Business group urges China overhaul patent system
(AP) — A foreign business group urged China on Wednesday to make extensive changes to a patent system it said hampers the country's ability to innovate and might hurt global companies.
The European Chamber of Commerce in China said China's system awards too many patents for work that is not real innovation. It said rules on such things as national security reviews are unclear and low standards allow applicants to acquire unjustified patents only to extract license fees from other companies.
China's efforts to encourage innovation and the status of foreign companies' rights to their technology are a key trade issue with Washington and other governments. Many say Beijing is improving gradually but must do more to protect intellectual property.
Communist leaders have made innovation a cornerstone of efforts to transform China from the world's low-cost factory into a creator of profitable technology. They have boosted research spending and reward companies that are awarded patents and the officials that oversee them.
But foreign and Chinese companies alike complain technology theft is common despite repeated government promises to tighten enforcement. A key complaint lately is that Beijing is doing too little to discourage employees who leave a company from taking trade secrets to a new employer.
China has risen to the top ranks of countries in numbers of patents granted but the European Chamber said many of those are "low quality" work. In addition to patents for inventions, about one-third of those awarded by Beijing are process patents for small improvements on other products that require little proof of innovation.
"The overall strength of China's actual innovation appears overhyped," said the 210-page report.
It includes 52 recommendations for changes ranging from requiring patent applicants to do more to show their work is truly innovative to increasing penalties for "bad faith" applications.
It recommends limiting use of national security reviews that Beijing requires before companies can apply abroad for a patent on technology developed in China.
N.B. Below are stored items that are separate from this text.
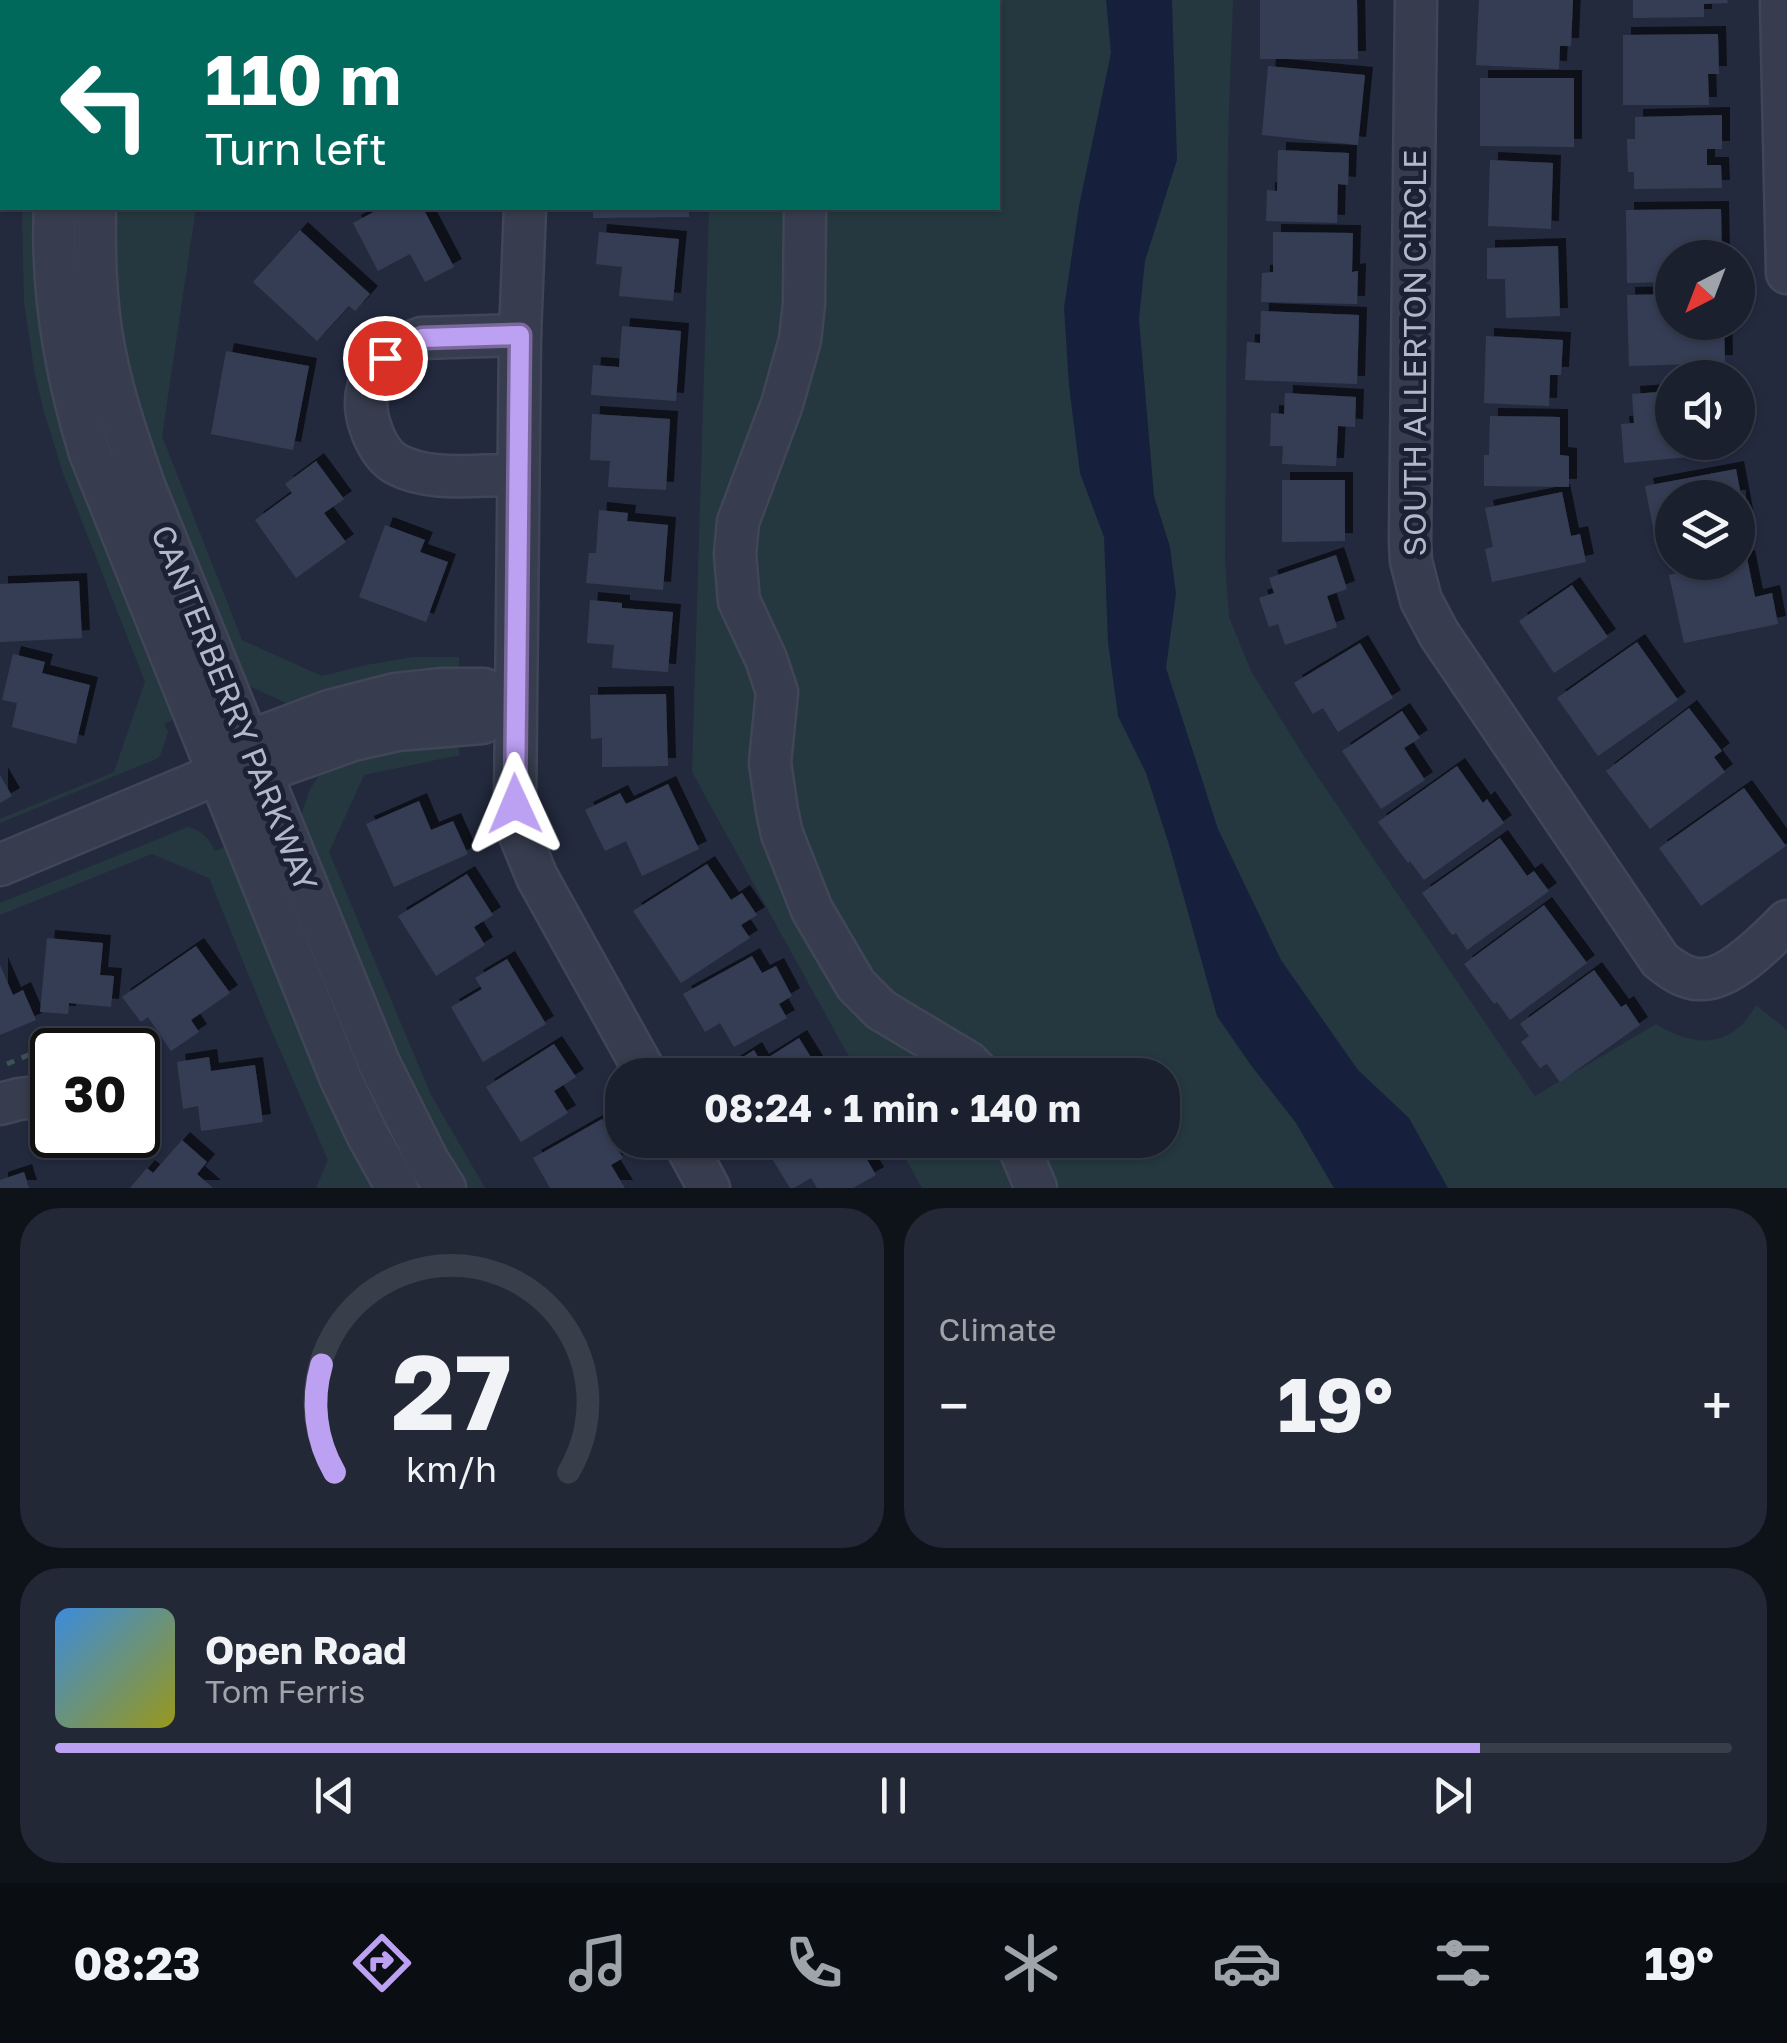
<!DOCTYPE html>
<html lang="en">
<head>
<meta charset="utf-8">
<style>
	body { margin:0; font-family:"Golos Text",sans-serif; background:#232836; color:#f1f3f6; height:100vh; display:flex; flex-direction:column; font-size:38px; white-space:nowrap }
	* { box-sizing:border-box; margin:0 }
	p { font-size:32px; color:#9fa3aa }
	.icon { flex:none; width:55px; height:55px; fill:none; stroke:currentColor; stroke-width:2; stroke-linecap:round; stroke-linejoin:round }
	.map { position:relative; height:1188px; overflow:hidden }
	.drawer { display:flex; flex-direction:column; gap:20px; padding:20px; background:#0e1219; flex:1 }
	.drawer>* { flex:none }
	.hud { position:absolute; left:0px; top:0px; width:1000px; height:210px; box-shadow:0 2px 8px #0004,0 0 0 2px #383e4a; background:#00695c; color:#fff; overflow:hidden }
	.needle { width:65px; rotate:222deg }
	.fabs { position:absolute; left:1655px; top:240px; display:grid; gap:20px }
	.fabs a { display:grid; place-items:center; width:100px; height:100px; border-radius:50%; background:#1a202e; box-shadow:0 2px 8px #0004,0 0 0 2px #383e4a; font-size:50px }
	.speed { position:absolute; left:30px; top:1028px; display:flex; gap:20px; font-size:50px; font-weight:700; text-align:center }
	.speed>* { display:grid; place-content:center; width:130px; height:130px; border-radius:50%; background:#1a202e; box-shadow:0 2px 8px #0004,0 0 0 2px #383e4a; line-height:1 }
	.speed .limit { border:5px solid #111; border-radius:15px; background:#fff; color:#111 }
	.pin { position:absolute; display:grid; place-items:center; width:85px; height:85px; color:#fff; margin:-42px; border:5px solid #fff; border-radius:50%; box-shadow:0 2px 10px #0007 }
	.me { position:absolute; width:110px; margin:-55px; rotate:359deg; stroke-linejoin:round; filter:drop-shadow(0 0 8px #0008) }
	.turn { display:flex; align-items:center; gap:35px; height:210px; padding:0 40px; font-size:45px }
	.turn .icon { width:130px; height:130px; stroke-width:2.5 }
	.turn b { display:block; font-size:70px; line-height:85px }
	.big { font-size:75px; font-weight:700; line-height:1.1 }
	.drawer .widget { flex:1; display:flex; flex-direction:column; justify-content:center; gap:15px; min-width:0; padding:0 35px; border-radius:40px; background:#232836 }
	.drawer .dial { align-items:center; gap:0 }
	.dial svg { height:260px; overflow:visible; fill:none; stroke:#383e4a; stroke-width:7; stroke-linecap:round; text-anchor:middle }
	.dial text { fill:#f1f3f6; stroke:none }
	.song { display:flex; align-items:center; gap:30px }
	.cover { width:120px; height:120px; border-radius:15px; background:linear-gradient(135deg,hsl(210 70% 55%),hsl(60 70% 35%)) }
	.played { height:10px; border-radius:5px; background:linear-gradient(90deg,#bca0f2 85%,#383e4a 85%) }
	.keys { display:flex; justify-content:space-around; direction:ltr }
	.heat { display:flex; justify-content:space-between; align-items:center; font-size:55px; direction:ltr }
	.drawer .tiles { flex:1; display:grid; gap:20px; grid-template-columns:1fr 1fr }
	.widget:last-child { grid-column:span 2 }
	.trip { position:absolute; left:605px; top:1058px; width:575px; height:100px; border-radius:40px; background:#1a202e; box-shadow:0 2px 8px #0004,0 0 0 2px #383e4a; font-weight:700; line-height:100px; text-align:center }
	.tabs { display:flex; height:160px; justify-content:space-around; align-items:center; background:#0a0d12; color:#9fa3aa }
	.tabs .icon { width:70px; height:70px }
	.tabs .on { color:#bca0f2 }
	.tabs b { font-size:45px; color:#f1f3f6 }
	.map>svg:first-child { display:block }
	.green { fill:#25383f }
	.water { fill:#16203c }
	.building { fill:#353e54; filter:url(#shadow) }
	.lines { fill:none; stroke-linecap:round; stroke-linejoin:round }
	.minor-casing { stroke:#404657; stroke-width:45 }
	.path { stroke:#3e5157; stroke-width:5; stroke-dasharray:8 8; stroke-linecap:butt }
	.minor { stroke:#373d4e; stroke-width:40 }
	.route-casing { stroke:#7a689d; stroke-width:25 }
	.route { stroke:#bca0f2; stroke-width:18 }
	.labels { text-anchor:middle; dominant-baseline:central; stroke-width:10; stroke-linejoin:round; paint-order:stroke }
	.street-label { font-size:32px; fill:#b3b8c9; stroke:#1c2233 }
</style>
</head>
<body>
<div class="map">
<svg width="1787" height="1188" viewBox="0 0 1787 1188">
	<defs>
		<filter id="shadow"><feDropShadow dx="8" dy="-8" stdDeviation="0" flood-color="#0009"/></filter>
	</defs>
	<rect width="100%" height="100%" fill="#232a3e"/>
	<g class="green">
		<path d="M716 0H1233L1228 139 1225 559 1229 617 1251 671 1307 761 1535 1096 1656 1024C1695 1048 1732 1049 1756 1005L1787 1030V1188H922L895 1140H1162V1075H859L692 772 709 208H998V2H715Z"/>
		<path d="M22 208H42L181 716 164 724 168 732 160 756 156 759 0 823V819L114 772 145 682 63 473 44 412 35 375 24 302Z"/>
		<path d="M107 208H196L162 436 242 640 322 676 366 665 412 657H459V677L291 705 249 686 239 688 122 377Z"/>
		<path d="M455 738 460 755 364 775 329 852 431 1095 485 1188H458L440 1157 291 820 301 816 310 789 319 776 315 767Z"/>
		<path d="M188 827C201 830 209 838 215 851L232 844 384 1188H316L328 1160 267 1020 209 878 152 854 0 915V903Z"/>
	</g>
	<path class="water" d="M1106 0H1172L1177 160 1145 261 1139 319 1154 496 1170 547 1176 594 1166 668 1218 829 1281 960 1358 1070 1409 1118 1448 1188H1334L1296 1123 1250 1064 1217 1016 1170 848 1146 773 1118 716 1108 642 1104 537 1080 473 1069 386 1064 308 1079 206 1111 53Z"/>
	<g class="building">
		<path d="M1260 0H1357L1358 59H1260Z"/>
		<path d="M1479 0H1573L1571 46H1560L1559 69 1476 65Z"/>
		<path d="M1633 0H1727L1728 3 1704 4V17L1633 18Z"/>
		<path d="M1718 34 1719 74H1708L1709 105H1623V35Z"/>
		<path d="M1268 66 1365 75 1358 145 1262 135Z"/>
		<path d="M1480 78H1574V147L1480 146Z"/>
		<path d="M1722 115V149H1707V165H1721L1722 188 1634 189V172H1628L1627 139H1635V117Z"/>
		<path d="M1278 150 1349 153 1348 185 1338 184 1337 223 1266 221 1267 190 1277 191Z"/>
		<path d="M1490 160 1553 163 1551 229 1488 226Z"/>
		<path d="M381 208H423L454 267 425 282 410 254 378 271 353 223Z"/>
		<path d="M593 208H689V217L593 218Z"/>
		<path d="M1721 209 1722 258H1672V282L1627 283 1626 210Z"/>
		<path d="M300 230 370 294 355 311 349 306 317 341 253 282Z"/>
		<path d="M599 232 679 239 673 301 619 296 622 267 596 264Z"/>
		<path d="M1273 232 1353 233 1352 272 1358 271 1357 304 1261 302 1262 273 1273 272Z"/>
		<path d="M1558 246 1560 316 1506 318 1505 279H1487V248Z"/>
		<path d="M1672 294V322H1724L1725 363 1629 366 1627 295Z"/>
		<path d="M1261 311 1359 315 1357 384 1245 380 1247 342 1260 343Z"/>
		<path d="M622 326 681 331 676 401 591 395 593 365 619 367Z"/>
		<path d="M1486 336 1563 340 1561 375H1550L1549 406 1484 403Z"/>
		<path d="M226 351 309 366 293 450 211 434Z"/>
		<path d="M1672 391V442H1731L1732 453 1624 463 1621 424 1634 423 1632 394Z"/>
		<path d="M1285 393 1356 397 1355 427 1338 426 1336 466 1282 464 1283 446H1270L1271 413 1284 414Z"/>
		<path d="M592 414 670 419 666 490 608 487 610 461 590 460Z"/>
		<path d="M1490 416 1560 417V455L1569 456V487L1484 486V455H1489Z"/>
		<path d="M316 461 344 499 324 513 346 542 296 578 255 520 292 493 285 484Z"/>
		<path d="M1736 469 1747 527 1738 529V498H1672V540L1656 543 1645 486Z"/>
		<path d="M1282 480H1345V541L1282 542Z"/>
		<path d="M1562 492 1571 536 1580 534 1586 562 1492 582 1485 549 1493 547 1485 508Z"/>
		<path d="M599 510 628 513 627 521 668 525 663 590 586 583 589 553H596Z"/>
		<path d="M385 525 425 540 420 552 448 562 426 622 359 597Z"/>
		<path d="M1336 555 1347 589 1327 596 1337 627 1285 645 1278 624 1269 627 1259 598 1274 593 1269 578Z"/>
		<path d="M1747 558 1755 597 1772 593 1778 624 1684 643 1669 575 1727 562H1738V560Z"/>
		<path d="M79 581 82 638 0 642V584Z"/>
		<path d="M1572 585 1608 637 1554 673 1519 621Z"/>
		<path d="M590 600 622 603V608L673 612 668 672 612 668 614 645 587 643Z"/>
		<path d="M1637 642 1678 700 1598 756 1557 698Z"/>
		<path d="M1360 643 1393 698 1338 732 1323 708 1313 714 1294 683Z"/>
		<path d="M13 654 45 662 42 673 90 685 76 744 12 727 17 703 2 700Z"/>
		<path d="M666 694 668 766 602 767V738L591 739 590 695Z"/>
		<path d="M1689 708 1722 751 1714 757 1725 772 1650 829 1606 771Z"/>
		<path d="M1402 711 1420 738 1404 748 1425 780 1381 809 1342 751Z"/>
		<path d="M1457 766 1483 803 1487 799 1504 823 1424 880 1410 861 1408 863 1378 822Z"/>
		<path d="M0 775 12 796 0 803Z"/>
		<path d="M668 784 699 849 642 876 626 841 605 851 585 810 620 793 626 804Z"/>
		<path d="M1744 788 1786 846 1701 906 1659 848Z"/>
		<path d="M419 801 431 830 453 821 468 854 394 887 366 824Z"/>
		<path d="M1500 838 1527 876 1534 871 1549 891 1467 950 1456 933 1452 935 1422 893Z"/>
		<path d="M707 864 731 900 742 893 757 915 741 925 750 938 681 983 633 911Z"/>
		<path d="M467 874 493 915 474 927 485 945 436 976 398 916Z"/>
		<path d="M1544 905 1587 963 1510 1020 1497 1002 1494 1004 1464 964Z"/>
		<path d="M47 938 103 943 100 975 114 976 111 1007 69 1003 68 1014 40 1012Z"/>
		<path d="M196 946 230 993 191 1020 199 1032 171 1051 148 1017 141 1022 122 997Z"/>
		<path d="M752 956 762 973 776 966 792 996 779 1004 787 1018 734 1047 720 1023 705 1032 683 994Z"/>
		<path d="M507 959 546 1024 483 1062 451 1007 482 989 475 978Z"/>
		<path d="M0 965 13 995 23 990 36 1020 0 1035Z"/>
		<path d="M1594 970 1621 1007 1626 1004 1640 1025 1560 1082 1547 1064 1540 1068 1521 1042 1529 1036 1520 1024Z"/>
		<path d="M799 1038 822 1075H724L721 1071 754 1050 761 1062Z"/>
		<path d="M554 1044 576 1077 554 1091 568 1113 521 1142 486 1087Z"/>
		<path d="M209 1057 211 1071 255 1065 263 1122 201 1131 198 1106 183 1109 177 1062Z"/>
		<path d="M602 1119 623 1158 611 1165 625 1188H550L533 1158Z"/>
		<path d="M182 1140 207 1162 197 1174 213 1188H130L147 1168 153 1173Z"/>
		<path d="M802 1140H870L859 1146 876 1175 853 1188H817L811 1178 794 1188H790L771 1157Z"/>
		<path d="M24 1172 29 1188H0V1180Z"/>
	</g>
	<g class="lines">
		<defs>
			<g id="minor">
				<path d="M529 0V2"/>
				<path d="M766 0 767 2"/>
				<path d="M1416 0 1410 542 1411 561 1421 600 1439 634 1660 960C1672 970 1686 980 1703 979 1731 979 1768 940 1787 921"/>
				<path d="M1781 0 1787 273"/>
				<path d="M93 2 94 0"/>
				<path d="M136 2 137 0"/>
				<path d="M55 208C51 292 65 372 90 453L341 1079 367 1134 397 1188"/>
				<path d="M95 208C94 249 95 290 101 331 109 385 127 436 145 488L379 1063 428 1161 445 1188"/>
				<path d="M525 208 520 335 515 804 519 833 537 877 647 1075"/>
				<path d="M805 208 804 304 800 340 782 404 738 522 735 554 739 601 766 659 777 692 770 763 777 811 782 834 812 910 856 985 881 1010 968 1062 981 1075"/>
				<path d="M518 475C480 474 431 483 396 464 382 456 375 441 370 426 356 384 382 351 422 338L520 335"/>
				<path d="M230 760 247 742 329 711 395 694 442 689H484L515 707"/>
				<path d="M0 865 217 774 260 773 353 740 397 730 482 723 515 707"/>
				<path d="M0 1104 19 1099 52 1095"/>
				<path d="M683 1140 709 1188"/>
				<path d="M1016 1140 1036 1188"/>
			</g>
		</defs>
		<use href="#minor" class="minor-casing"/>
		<g class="path">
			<path d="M7 1064C43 1049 85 1028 120 1050"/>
			<path d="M138 1069 144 1092 138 1116"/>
			<path d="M45 1129C67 1151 98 1155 123 1135"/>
		</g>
		<use href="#minor" class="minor"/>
	</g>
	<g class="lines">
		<defs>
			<path id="route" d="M385 358 402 346 422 338 520 335 515 804"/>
		</defs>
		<use href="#route" class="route-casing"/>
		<use href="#route" class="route"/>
	</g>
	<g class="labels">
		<g class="street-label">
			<text transform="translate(1414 353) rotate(-90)">SOUTH ALLERTON CIRCLE</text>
			<text transform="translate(235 708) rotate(68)">CANTERBERRY PARKWAY</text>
		</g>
	</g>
</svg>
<div class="fabs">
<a><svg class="needle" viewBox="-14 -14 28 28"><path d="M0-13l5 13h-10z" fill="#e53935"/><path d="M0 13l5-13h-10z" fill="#9fa3aa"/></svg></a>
<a><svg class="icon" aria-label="sound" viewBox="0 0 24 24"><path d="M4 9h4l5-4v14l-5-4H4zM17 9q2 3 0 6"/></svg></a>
<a><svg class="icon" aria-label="layers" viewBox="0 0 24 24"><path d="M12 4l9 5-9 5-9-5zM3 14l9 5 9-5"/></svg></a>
</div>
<div class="speed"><div class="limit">30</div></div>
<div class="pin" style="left:385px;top:358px;background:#d93025"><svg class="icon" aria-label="arrive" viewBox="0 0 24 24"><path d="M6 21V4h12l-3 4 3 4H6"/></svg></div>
<svg class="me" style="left:515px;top:804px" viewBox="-20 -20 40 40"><path d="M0-17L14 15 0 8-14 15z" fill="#bca0f2" stroke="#fff" stroke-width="4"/></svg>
<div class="trip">08:24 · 1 min · 140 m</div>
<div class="hud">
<div class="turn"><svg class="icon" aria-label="left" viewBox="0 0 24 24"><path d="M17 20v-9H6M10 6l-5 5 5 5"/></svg><div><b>110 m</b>Turn left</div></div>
</div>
</div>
<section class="drawer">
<div class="tiles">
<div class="widget dial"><svg viewBox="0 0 100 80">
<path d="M14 69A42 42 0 1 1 86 69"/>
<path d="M14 69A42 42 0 0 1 10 36" stroke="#bca0f2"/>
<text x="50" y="56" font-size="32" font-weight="700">27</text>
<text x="50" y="72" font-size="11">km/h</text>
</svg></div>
<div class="widget"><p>Climate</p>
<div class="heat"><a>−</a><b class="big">19°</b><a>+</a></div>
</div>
<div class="widget">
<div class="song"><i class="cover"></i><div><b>Open Road</b><p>Tom Ferris</p></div></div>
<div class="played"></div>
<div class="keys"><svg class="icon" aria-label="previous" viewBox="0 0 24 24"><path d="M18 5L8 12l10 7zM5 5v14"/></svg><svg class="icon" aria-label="pause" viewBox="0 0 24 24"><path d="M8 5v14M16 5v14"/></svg><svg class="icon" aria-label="next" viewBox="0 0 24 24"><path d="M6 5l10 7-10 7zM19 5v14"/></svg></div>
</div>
</div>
</section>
<nav class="tabs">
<b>08:23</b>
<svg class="icon on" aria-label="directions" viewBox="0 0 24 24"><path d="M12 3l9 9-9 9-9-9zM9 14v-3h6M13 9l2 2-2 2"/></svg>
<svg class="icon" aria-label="music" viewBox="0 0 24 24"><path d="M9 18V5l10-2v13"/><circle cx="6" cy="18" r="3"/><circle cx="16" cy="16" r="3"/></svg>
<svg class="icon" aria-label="phone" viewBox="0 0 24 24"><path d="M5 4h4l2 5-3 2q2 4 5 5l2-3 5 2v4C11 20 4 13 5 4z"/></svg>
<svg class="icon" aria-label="climate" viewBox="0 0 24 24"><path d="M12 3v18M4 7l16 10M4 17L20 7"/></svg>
<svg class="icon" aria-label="car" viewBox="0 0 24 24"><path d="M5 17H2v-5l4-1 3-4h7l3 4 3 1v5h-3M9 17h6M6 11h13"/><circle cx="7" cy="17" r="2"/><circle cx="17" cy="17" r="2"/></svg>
<svg class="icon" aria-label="filters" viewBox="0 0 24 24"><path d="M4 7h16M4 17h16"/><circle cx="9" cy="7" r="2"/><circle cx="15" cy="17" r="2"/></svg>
<b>19°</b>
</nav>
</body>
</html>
The report urged Beijing to clarify its rules and limit reviews to inventions that directly affect national security.
The European Chamber said it would discuss the proposals with the Commerce Ministry and China's patent agency, the State Intellectual Property Office.
The report said Beijing should reconsider its "megaproject approach" of setting up big industrial groups to develop technology. It said breakthroughs were more likely to come from individuals and small companies and the government should create structures to encourage them.
Chinese regulators also have tried repeatedly to compel foreign companies to hand over know-how in mobile phones, encryption, electric cars and other fields in exchange for market access. Many of those initiatives have been dropped after protests by Washington and other trading partners.
In a reflection of foreign unease about the safety of intellectual property, the European Chamber report noted that only 2.2 percent of European companies' investment in research and development outside Europe was in China. Some 13 percent went to the United States and Canada.
Other groups including the American Chamber of Commerce in China have said companies are reluctant to bring their most advanced technology to China for fear it will be stolen.
Enforcement is "slowly moving in a positive direction" but is "an area where much more can happen so companies can trust when they bring technology here that their patents are enforceable," said Oliver Lutze, co-chairman of the European Chamber's intellectual property group.